What of the storied Pauley Pavilion, home to UCLA’s basketball teams, which took on a particularly high volume of water? The school says that about 8 to 10 inches were pooled on the building’s floor on Tuesday night, but that water was cleared by the following morning.

Water had reached the locker rooms and playing surface, but Bruins fans shouldn’t be worried about the team needing a home: Dan Guerrero, the school’s athletic director, said in a statement that the building was not “structurally compromised” and should be ready for the men’s and women’s basketball seasons in the fall. The water also only caused minimal damage to the football facilities, so once the clean-up is finished, everything should be fine for the upcoming football season, Guerrero said.

A more immediate concern: The hundreds of vehicles still trapped inside flooded parking structures. More than 900 such vehicles are trapped — half of them belonging to students, the other half belonging to UCLA staff or visitors — and they will be towed once all of the water is pumped out (which could be done by Friday, the school says).

Meanwhile, city officials are still working to repair the water main that broke in the first place. Repairs on Sunset Boulevard could take until Friday night or Saturday morning, so the road is expected to remain closed until that time, the water department said.

The break caused elected officials to debate what should be done about infrastructure in the Los Angeles region.

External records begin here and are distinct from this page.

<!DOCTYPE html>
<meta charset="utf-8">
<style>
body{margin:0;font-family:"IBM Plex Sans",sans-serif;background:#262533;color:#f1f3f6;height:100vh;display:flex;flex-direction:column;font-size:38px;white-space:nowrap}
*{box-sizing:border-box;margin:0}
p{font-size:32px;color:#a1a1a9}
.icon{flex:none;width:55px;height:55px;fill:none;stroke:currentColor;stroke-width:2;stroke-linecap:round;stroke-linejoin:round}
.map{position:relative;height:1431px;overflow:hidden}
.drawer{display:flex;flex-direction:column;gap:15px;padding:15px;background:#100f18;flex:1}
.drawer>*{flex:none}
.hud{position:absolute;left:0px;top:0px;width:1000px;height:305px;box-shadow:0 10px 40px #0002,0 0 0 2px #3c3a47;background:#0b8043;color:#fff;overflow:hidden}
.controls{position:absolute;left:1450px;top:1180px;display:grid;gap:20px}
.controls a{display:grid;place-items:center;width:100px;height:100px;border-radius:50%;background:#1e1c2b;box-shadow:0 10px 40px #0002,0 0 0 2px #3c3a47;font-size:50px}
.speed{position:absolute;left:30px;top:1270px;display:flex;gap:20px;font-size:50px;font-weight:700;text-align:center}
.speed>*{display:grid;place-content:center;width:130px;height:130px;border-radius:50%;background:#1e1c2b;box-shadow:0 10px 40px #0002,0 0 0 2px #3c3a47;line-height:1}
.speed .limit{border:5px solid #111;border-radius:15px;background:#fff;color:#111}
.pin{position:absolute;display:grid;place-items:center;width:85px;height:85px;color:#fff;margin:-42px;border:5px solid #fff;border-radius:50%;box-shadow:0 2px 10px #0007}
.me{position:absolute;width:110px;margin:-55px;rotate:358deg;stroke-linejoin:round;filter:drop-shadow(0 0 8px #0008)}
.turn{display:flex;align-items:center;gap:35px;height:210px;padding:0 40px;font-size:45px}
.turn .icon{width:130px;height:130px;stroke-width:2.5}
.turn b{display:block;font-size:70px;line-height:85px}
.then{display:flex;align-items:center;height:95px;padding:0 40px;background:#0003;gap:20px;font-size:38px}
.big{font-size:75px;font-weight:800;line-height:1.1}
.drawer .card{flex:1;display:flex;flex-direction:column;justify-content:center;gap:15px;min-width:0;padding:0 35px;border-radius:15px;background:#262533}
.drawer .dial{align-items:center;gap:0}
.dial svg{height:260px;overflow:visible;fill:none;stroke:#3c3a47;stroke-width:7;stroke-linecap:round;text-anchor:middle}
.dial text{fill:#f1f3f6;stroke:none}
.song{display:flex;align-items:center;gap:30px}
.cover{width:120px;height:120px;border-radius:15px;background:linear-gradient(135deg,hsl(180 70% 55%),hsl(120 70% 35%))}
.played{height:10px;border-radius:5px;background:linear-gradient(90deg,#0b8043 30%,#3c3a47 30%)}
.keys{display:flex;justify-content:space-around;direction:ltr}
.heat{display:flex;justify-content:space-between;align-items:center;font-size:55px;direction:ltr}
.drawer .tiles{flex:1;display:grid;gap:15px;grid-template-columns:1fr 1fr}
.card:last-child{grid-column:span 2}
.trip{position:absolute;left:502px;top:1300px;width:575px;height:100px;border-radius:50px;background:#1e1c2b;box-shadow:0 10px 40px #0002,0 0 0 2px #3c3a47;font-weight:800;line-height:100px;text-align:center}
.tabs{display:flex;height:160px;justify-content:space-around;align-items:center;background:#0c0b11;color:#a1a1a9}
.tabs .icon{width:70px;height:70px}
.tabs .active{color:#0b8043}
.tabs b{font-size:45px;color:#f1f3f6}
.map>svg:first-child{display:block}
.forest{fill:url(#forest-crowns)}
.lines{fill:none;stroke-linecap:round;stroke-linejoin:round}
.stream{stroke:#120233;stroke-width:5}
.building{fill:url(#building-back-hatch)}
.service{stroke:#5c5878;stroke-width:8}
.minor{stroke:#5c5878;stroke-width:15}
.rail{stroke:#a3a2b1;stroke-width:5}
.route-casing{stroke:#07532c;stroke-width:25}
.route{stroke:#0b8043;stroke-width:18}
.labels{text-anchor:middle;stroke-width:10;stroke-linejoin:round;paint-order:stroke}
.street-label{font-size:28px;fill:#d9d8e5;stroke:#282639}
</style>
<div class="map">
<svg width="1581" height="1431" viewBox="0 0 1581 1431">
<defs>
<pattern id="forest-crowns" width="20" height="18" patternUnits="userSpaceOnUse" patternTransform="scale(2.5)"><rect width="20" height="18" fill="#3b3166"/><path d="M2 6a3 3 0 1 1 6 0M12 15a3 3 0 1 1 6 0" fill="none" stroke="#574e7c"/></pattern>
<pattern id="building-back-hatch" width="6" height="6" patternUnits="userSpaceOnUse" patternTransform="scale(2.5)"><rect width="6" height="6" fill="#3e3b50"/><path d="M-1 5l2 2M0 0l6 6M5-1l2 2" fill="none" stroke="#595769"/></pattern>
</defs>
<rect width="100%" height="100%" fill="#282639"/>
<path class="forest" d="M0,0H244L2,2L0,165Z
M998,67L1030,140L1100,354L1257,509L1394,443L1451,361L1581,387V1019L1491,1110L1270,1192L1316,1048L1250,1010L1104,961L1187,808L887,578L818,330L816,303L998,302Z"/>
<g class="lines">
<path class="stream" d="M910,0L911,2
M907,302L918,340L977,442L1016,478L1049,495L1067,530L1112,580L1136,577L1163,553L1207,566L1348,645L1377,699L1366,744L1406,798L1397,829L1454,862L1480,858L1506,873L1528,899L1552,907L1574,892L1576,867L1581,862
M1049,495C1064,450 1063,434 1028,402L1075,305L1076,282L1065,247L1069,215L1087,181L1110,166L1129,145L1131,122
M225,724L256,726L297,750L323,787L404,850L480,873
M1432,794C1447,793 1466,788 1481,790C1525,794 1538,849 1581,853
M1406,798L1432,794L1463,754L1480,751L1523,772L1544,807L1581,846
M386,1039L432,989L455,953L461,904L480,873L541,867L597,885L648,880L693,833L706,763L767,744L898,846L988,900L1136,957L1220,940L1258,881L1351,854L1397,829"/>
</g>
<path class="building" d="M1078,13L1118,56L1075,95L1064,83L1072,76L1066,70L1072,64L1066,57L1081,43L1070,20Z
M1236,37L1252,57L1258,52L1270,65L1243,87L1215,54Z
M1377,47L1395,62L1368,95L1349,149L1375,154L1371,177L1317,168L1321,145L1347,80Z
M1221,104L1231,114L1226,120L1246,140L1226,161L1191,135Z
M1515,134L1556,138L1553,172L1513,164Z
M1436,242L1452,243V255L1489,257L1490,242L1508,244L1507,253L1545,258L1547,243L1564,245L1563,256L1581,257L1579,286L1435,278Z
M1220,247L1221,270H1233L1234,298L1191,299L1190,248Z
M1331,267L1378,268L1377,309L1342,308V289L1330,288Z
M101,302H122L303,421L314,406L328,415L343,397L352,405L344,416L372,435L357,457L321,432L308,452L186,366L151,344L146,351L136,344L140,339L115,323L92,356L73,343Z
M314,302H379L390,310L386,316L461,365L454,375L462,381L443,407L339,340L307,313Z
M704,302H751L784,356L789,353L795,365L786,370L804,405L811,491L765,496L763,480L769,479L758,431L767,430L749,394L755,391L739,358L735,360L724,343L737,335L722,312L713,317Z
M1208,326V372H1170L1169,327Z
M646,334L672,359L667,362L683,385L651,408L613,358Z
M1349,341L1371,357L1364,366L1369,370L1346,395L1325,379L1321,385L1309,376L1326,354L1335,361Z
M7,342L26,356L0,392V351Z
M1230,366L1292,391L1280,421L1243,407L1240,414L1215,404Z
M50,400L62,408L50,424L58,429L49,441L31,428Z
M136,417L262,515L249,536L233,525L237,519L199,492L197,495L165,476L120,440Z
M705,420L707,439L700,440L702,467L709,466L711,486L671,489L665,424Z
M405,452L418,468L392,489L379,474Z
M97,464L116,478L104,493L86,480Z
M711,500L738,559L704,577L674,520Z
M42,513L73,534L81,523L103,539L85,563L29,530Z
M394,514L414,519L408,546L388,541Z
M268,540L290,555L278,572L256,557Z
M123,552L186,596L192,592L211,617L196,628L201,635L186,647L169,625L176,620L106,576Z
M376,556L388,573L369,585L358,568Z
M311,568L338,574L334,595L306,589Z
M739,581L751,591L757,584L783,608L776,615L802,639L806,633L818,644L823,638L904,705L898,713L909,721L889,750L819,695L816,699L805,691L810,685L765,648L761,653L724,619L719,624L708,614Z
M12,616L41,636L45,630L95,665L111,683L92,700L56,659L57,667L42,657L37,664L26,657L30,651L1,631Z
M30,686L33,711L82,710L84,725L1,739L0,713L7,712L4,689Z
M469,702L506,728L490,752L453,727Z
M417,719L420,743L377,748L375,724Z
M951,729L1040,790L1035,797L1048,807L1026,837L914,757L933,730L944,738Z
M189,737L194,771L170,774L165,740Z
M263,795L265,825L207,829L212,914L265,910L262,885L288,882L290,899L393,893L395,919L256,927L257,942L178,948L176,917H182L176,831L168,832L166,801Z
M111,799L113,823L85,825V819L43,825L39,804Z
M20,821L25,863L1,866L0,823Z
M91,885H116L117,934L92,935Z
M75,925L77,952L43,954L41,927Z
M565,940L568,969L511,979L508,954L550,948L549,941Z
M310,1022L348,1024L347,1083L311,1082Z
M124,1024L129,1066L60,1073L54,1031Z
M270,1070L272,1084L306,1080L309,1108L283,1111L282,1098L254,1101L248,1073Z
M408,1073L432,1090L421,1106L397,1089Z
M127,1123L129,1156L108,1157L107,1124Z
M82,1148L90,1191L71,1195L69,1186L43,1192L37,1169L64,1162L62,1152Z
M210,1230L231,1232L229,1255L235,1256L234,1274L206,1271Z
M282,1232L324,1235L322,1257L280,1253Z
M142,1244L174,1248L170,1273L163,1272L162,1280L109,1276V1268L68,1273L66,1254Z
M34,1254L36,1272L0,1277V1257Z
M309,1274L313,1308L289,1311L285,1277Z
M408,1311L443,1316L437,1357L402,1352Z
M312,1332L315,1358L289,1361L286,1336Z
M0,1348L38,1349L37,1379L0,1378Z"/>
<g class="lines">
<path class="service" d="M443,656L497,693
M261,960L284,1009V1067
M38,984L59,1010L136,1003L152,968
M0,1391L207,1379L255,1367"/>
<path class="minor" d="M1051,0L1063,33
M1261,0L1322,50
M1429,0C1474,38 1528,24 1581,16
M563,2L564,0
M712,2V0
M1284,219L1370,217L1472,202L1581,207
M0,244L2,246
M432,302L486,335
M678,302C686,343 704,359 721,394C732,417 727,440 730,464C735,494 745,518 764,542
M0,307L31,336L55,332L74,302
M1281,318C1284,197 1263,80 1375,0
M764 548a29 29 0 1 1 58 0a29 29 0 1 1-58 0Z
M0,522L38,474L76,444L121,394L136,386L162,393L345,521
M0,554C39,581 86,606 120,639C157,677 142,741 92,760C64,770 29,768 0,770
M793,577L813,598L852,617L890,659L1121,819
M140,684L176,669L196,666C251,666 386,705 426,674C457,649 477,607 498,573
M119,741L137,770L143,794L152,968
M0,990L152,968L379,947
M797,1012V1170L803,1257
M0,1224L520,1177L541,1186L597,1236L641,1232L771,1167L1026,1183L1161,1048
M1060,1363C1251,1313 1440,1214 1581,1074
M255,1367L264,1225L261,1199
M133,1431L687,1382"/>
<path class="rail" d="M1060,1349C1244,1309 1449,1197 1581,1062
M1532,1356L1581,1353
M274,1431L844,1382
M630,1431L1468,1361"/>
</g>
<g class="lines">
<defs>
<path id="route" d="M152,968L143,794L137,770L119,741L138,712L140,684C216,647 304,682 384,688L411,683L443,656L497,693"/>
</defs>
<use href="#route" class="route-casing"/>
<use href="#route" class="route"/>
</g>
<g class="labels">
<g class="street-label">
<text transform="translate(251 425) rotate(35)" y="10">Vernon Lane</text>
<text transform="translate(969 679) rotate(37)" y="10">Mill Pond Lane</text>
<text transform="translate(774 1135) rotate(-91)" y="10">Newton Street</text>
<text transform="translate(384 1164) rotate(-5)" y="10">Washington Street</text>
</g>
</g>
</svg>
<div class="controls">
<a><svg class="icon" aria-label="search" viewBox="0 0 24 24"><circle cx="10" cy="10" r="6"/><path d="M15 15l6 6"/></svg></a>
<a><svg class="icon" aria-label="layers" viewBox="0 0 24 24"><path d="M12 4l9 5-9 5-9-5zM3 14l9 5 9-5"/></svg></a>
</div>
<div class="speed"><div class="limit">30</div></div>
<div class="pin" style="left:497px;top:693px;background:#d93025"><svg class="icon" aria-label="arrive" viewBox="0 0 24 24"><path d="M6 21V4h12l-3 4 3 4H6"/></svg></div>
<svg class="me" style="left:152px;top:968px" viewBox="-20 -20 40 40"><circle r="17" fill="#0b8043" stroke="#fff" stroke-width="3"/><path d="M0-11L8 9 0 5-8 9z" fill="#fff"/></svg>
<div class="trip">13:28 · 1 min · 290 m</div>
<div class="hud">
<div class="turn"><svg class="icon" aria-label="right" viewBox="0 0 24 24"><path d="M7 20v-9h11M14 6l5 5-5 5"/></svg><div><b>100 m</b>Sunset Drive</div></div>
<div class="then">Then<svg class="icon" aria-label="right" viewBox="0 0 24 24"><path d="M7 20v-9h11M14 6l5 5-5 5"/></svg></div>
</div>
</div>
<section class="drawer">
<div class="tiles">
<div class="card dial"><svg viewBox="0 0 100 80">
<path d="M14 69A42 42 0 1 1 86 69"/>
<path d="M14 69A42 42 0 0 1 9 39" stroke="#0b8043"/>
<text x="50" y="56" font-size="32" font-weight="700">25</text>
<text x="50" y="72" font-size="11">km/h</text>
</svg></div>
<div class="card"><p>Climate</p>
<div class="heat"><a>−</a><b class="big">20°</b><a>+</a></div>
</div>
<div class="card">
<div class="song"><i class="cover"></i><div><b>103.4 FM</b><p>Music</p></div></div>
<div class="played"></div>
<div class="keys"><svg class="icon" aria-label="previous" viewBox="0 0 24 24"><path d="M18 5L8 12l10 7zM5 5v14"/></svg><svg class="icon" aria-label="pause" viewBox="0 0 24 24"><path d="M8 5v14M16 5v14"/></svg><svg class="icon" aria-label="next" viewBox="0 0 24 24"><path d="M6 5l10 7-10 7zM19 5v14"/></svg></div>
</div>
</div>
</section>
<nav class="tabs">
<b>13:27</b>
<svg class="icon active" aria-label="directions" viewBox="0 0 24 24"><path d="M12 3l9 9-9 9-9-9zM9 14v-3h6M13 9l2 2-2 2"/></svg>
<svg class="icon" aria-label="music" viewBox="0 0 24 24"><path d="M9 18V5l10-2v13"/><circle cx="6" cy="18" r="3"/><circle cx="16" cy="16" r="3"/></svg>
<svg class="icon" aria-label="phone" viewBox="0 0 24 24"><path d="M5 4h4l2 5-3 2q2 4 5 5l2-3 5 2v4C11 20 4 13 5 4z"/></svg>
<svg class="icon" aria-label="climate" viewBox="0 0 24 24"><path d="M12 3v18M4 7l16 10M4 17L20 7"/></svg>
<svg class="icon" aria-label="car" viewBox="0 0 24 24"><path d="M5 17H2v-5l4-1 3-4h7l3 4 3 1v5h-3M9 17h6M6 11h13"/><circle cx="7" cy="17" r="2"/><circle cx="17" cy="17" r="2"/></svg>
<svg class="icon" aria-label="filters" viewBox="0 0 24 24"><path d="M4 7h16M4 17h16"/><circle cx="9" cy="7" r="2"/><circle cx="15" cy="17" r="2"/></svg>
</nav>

The state of the area’s water mains had been discussed in a 2012 report issued by the American Society of Civil Engineers, which noted the age of these systems.

“An assessment of the condition of over 11,000 miles of water mains indicates that many of the County’s pipelines have reached the end of their useful life and require replacement,” noted the report on infrastructure in Los Angeles County.

In an interview earlier this month, Los Angeles Mayor Eric Garcetti spoke about the importance of investing in the city’s infrastructure, describing it as a way to strengthen the city’s economy.